*** Supplied data Section Begins ***

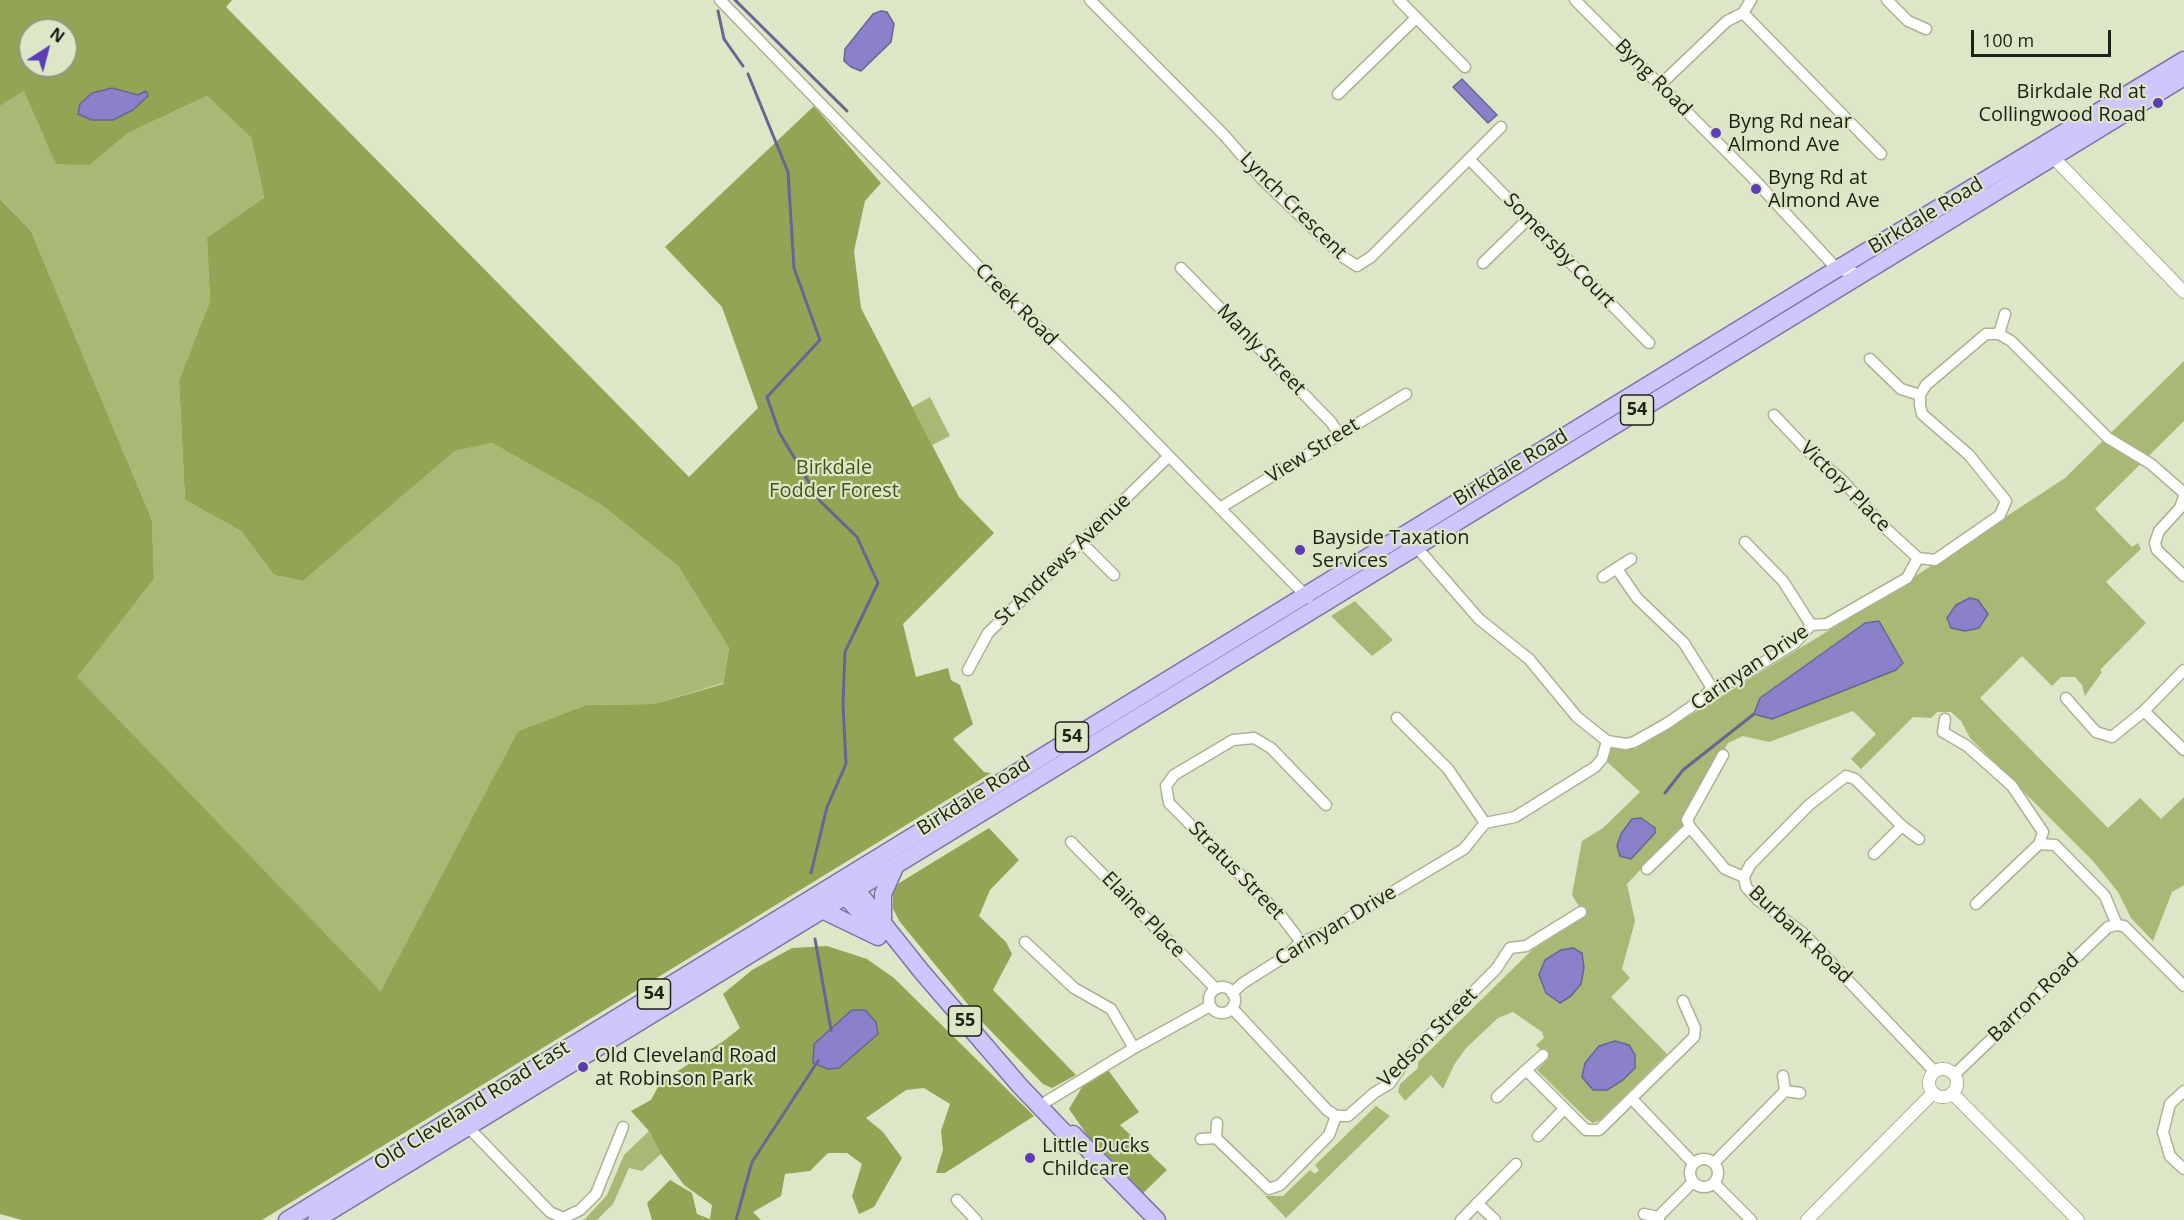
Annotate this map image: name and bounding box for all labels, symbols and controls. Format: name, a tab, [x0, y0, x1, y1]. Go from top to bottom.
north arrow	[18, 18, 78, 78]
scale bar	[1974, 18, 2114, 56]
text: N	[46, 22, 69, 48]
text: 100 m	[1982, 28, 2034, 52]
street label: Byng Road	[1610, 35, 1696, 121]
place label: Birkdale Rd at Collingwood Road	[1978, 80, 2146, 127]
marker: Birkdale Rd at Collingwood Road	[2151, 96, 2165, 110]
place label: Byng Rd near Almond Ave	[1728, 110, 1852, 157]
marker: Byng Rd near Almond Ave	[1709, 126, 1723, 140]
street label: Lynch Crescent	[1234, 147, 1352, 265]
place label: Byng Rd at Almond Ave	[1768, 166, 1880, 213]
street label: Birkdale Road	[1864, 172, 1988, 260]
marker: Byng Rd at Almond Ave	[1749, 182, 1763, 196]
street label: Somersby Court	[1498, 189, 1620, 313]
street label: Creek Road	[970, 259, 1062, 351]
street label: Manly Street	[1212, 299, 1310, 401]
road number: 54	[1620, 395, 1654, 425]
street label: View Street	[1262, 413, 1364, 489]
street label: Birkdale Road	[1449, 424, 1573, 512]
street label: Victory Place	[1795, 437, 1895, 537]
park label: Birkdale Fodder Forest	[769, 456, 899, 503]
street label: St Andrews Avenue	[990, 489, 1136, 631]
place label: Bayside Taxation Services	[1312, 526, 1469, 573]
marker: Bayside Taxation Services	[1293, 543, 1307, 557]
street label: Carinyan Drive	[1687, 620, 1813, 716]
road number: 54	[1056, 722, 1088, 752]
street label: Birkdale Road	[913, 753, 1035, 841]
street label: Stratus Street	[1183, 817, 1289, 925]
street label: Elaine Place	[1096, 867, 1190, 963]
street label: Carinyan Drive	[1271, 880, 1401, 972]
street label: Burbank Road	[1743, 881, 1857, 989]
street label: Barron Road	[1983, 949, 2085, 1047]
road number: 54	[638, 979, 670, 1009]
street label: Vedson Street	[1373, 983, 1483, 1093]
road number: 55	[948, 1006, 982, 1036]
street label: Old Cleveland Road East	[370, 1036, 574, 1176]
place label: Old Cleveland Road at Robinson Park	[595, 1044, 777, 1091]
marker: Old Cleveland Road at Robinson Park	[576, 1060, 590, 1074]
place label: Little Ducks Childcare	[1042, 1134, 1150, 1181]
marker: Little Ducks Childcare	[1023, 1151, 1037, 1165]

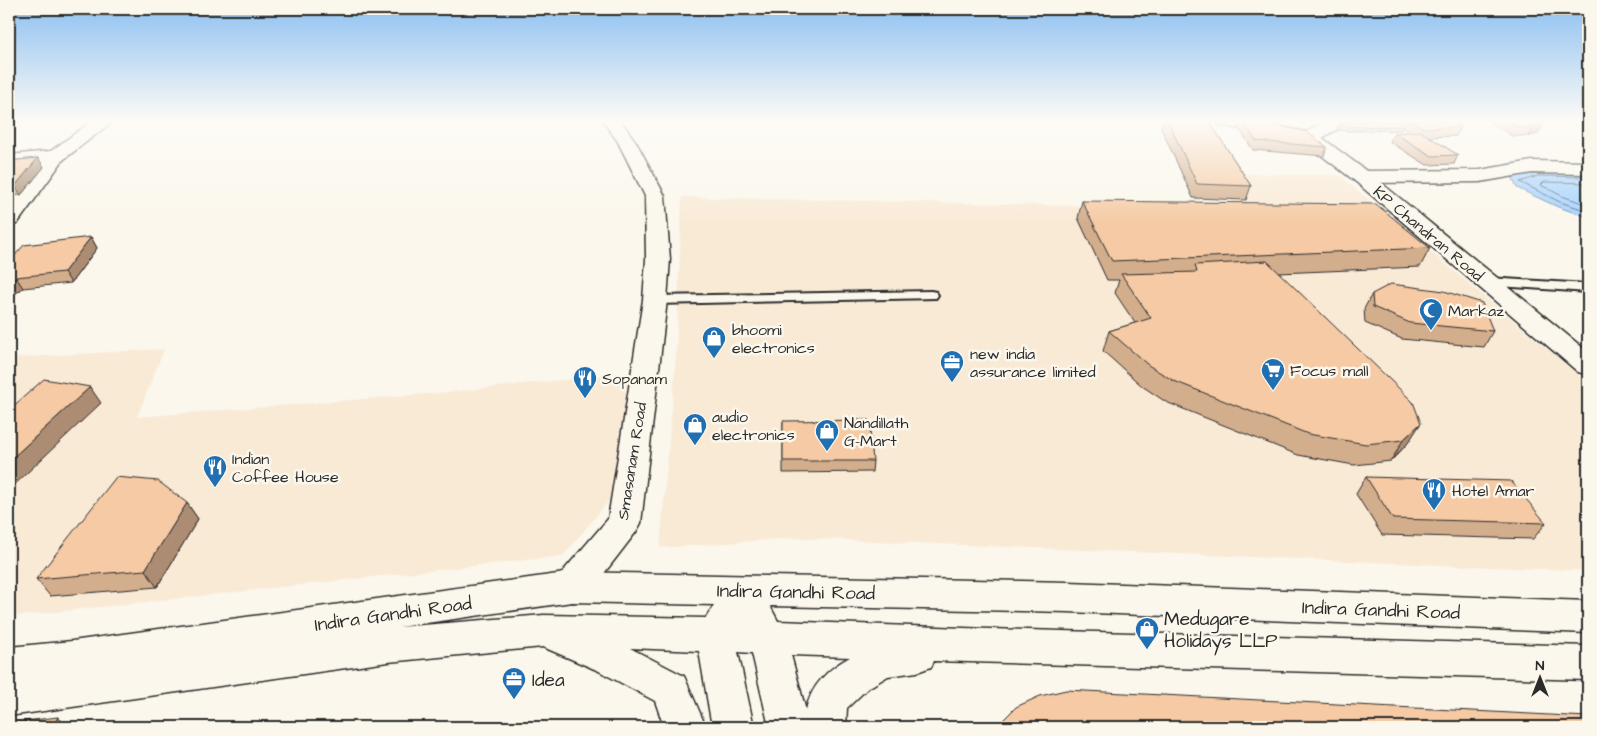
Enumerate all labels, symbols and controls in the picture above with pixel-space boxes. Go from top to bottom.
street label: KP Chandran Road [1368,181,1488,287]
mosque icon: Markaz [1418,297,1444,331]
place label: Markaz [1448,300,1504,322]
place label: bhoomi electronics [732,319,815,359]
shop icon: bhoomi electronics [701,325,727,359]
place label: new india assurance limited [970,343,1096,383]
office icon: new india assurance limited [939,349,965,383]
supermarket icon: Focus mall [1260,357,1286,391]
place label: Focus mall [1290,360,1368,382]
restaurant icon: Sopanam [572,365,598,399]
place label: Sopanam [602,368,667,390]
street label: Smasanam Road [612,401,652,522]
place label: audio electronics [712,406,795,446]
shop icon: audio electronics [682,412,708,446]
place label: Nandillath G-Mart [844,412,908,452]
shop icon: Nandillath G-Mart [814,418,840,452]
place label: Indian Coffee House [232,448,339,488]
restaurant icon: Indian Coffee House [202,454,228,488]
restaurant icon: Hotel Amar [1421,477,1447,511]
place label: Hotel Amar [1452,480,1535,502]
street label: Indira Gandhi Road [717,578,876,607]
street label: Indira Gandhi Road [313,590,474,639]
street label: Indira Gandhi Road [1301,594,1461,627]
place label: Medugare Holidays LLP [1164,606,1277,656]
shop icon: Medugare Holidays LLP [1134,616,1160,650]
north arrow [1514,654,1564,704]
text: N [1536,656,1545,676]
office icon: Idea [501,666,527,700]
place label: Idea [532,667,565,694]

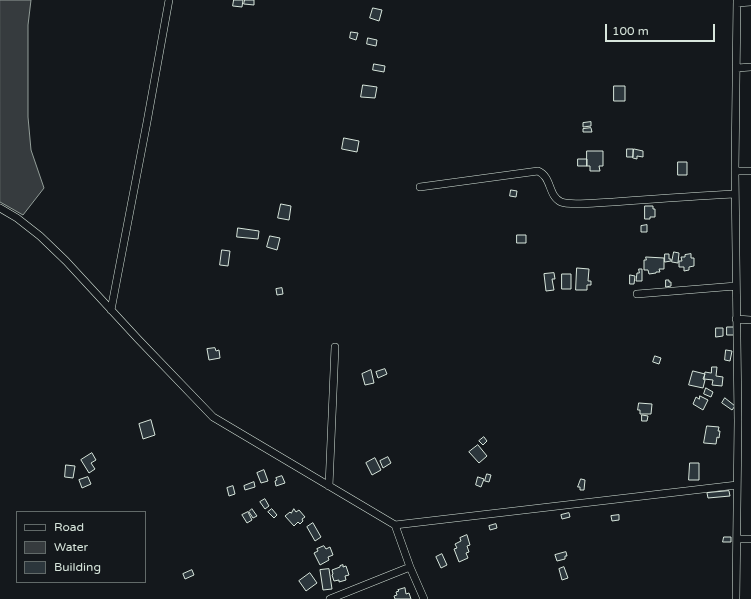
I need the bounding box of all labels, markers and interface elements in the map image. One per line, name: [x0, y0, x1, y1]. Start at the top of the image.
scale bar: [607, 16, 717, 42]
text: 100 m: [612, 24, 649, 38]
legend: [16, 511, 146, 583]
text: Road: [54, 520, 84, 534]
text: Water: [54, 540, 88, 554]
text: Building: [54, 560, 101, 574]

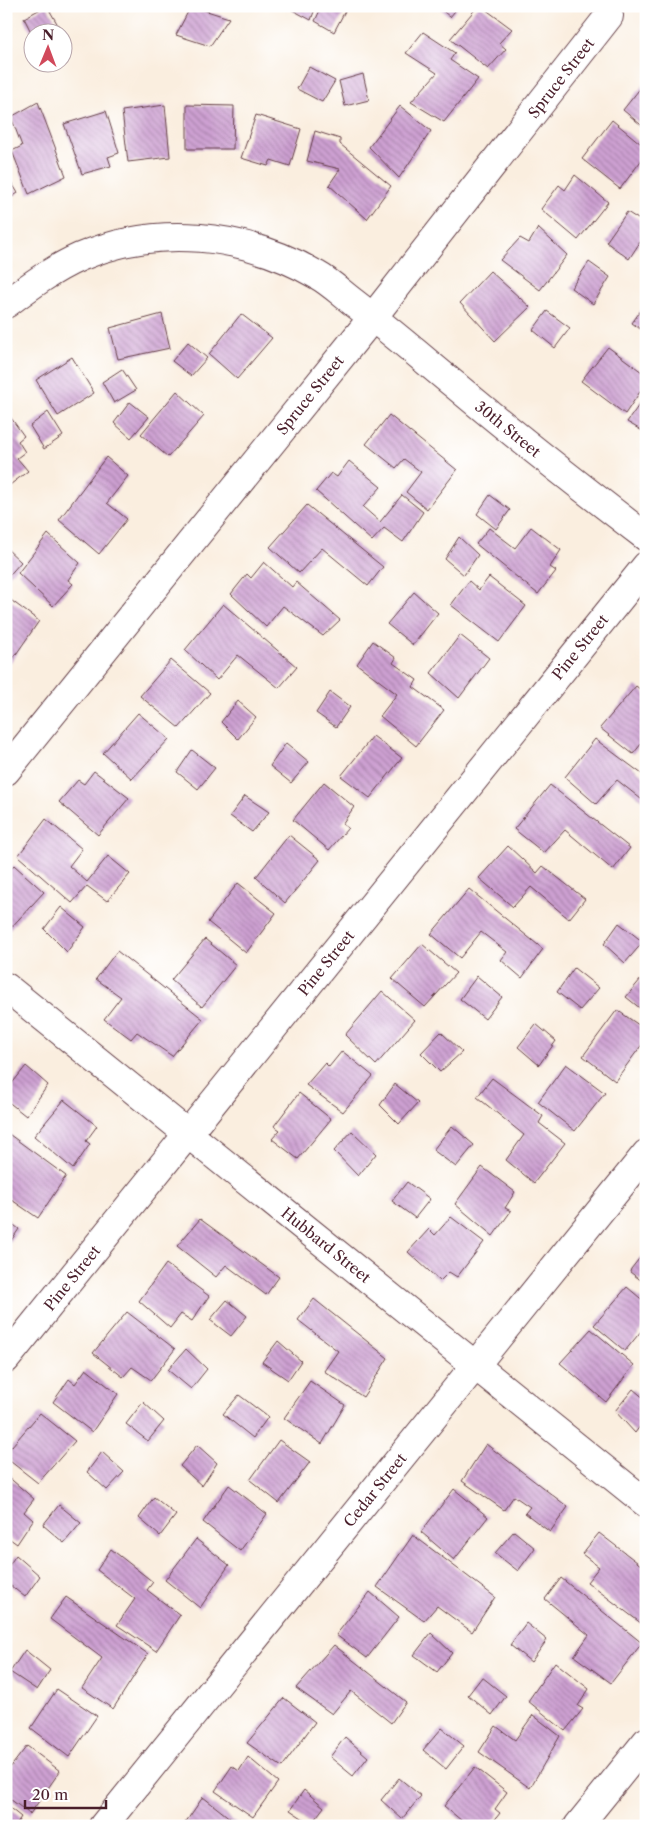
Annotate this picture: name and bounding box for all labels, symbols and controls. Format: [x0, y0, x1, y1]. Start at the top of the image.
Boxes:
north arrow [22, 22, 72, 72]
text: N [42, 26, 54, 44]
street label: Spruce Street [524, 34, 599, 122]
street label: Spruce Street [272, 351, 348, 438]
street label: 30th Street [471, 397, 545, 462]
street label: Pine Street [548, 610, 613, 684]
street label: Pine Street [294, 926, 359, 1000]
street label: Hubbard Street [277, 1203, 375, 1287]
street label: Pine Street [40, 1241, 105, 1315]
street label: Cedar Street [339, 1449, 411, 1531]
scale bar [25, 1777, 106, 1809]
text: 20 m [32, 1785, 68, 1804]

*** Supplied data Section Ends ***

Your task:
All of the entries must be reproduced exactly, apart from the pictures, which are to be dropped.

Result for this exercise:
Annotate this map image: name and bounding box for all labels, symbols and controls. Format: name, a tab, [x0, y0, x1, y1]. Go from top to bottom.
north arrow	[18, 18, 78, 78]
scale bar	[1974, 18, 2114, 56]
text: N	[46, 22, 69, 48]
text: 100 m	[1982, 28, 2034, 52]
street label: Byng Road	[1610, 35, 1696, 121]
place label: Birkdale Rd at Collingwood Road	[1978, 80, 2146, 127]
marker: Birkdale Rd at Collingwood Road	[2151, 96, 2165, 110]
place label: Byng Rd near Almond Ave	[1728, 110, 1852, 157]
marker: Byng Rd near Almond Ave	[1709, 126, 1723, 140]
street label: Lynch Crescent	[1234, 147, 1352, 265]
place label: Byng Rd at Almond Ave	[1768, 166, 1880, 213]
street label: Birkdale Road	[1864, 172, 1988, 260]
marker: Byng Rd at Almond Ave	[1749, 182, 1763, 196]
street label: Somersby Court	[1498, 189, 1620, 313]
street label: Creek Road	[970, 259, 1062, 351]
street label: Manly Street	[1212, 299, 1310, 401]
road number: 54	[1620, 395, 1654, 425]
street label: View Street	[1262, 413, 1364, 489]
street label: Birkdale Road	[1449, 424, 1573, 512]
street label: Victory Place	[1795, 437, 1895, 537]
park label: Birkdale Fodder Forest	[769, 456, 899, 503]
street label: St Andrews Avenue	[990, 489, 1136, 631]
place label: Bayside Taxation Services	[1312, 526, 1469, 573]
marker: Bayside Taxation Services	[1293, 543, 1307, 557]
street label: Carinyan Drive	[1687, 620, 1813, 716]
road number: 54	[1056, 722, 1088, 752]
street label: Birkdale Road	[913, 753, 1035, 841]
street label: Stratus Street	[1183, 817, 1289, 925]
street label: Elaine Place	[1096, 867, 1190, 963]
street label: Carinyan Drive	[1271, 880, 1401, 972]
street label: Burbank Road	[1743, 881, 1857, 989]
street label: Barron Road	[1983, 949, 2085, 1047]
road number: 54	[638, 979, 670, 1009]
street label: Vedson Street	[1373, 983, 1483, 1093]
road number: 55	[948, 1006, 982, 1036]
street label: Old Cleveland Road East	[370, 1036, 574, 1176]
place label: Old Cleveland Road at Robinson Park	[595, 1044, 777, 1091]
marker: Old Cleveland Road at Robinson Park	[576, 1060, 590, 1074]
place label: Little Ducks Childcare	[1042, 1134, 1150, 1181]
marker: Little Ducks Childcare	[1023, 1151, 1037, 1165]

Enumerate all labels, symbols and controls in the picture above with pixel-space boxes. Go from top to bottom.
street label: KP Chandran Road [1368,181,1488,287]
mosque icon: Markaz [1418,297,1444,331]
place label: Markaz [1448,300,1504,322]
place label: bhoomi electronics [732,319,815,359]
shop icon: bhoomi electronics [701,325,727,359]
place label: new india assurance limited [970,343,1096,383]
office icon: new india assurance limited [939,349,965,383]
supermarket icon: Focus mall [1260,357,1286,391]
place label: Focus mall [1290,360,1368,382]
restaurant icon: Sopanam [572,365,598,399]
place label: Sopanam [602,368,667,390]
street label: Smasanam Road [612,401,652,522]
place label: audio electronics [712,406,795,446]
shop icon: audio electronics [682,412,708,446]
place label: Nandillath G-Mart [844,412,908,452]
shop icon: Nandillath G-Mart [814,418,840,452]
place label: Indian Coffee House [232,448,339,488]
restaurant icon: Indian Coffee House [202,454,228,488]
restaurant icon: Hotel Amar [1421,477,1447,511]
place label: Hotel Amar [1452,480,1535,502]
street label: Indira Gandhi Road [717,578,876,607]
street label: Indira Gandhi Road [313,590,474,639]
street label: Indira Gandhi Road [1301,594,1461,627]
place label: Medugare Holidays LLP [1164,606,1277,656]
shop icon: Medugare Holidays LLP [1134,616,1160,650]
north arrow [1514,654,1564,704]
text: N [1536,656,1545,676]
office icon: Idea [501,666,527,700]
place label: Idea [532,667,565,694]

I need the bounding box of all labels, markers and interface elements in the map image. One per line, name: [x0, y0, x1, y1]. Start at the top of the image.
scale bar: [607, 16, 717, 42]
text: 100 m: [612, 24, 649, 38]
legend: [16, 511, 146, 583]
text: Road: [54, 520, 84, 534]
text: Water: [54, 540, 88, 554]
text: Building: [54, 560, 101, 574]

Annotate this picture: name and bounding box for all labels, symbols and controls. Format: [x0, y0, x1, y1]. Start at the top of the image.
Boxes:
north arrow [22, 22, 72, 72]
text: N [42, 26, 54, 44]
street label: Spruce Street [524, 34, 599, 122]
street label: Spruce Street [272, 351, 348, 438]
street label: 30th Street [471, 397, 545, 462]
street label: Pine Street [548, 610, 613, 684]
street label: Pine Street [294, 926, 359, 1000]
street label: Hubbard Street [277, 1203, 375, 1287]
street label: Pine Street [40, 1241, 105, 1315]
street label: Cedar Street [339, 1449, 411, 1531]
scale bar [25, 1777, 106, 1809]
text: 20 m [32, 1785, 68, 1804]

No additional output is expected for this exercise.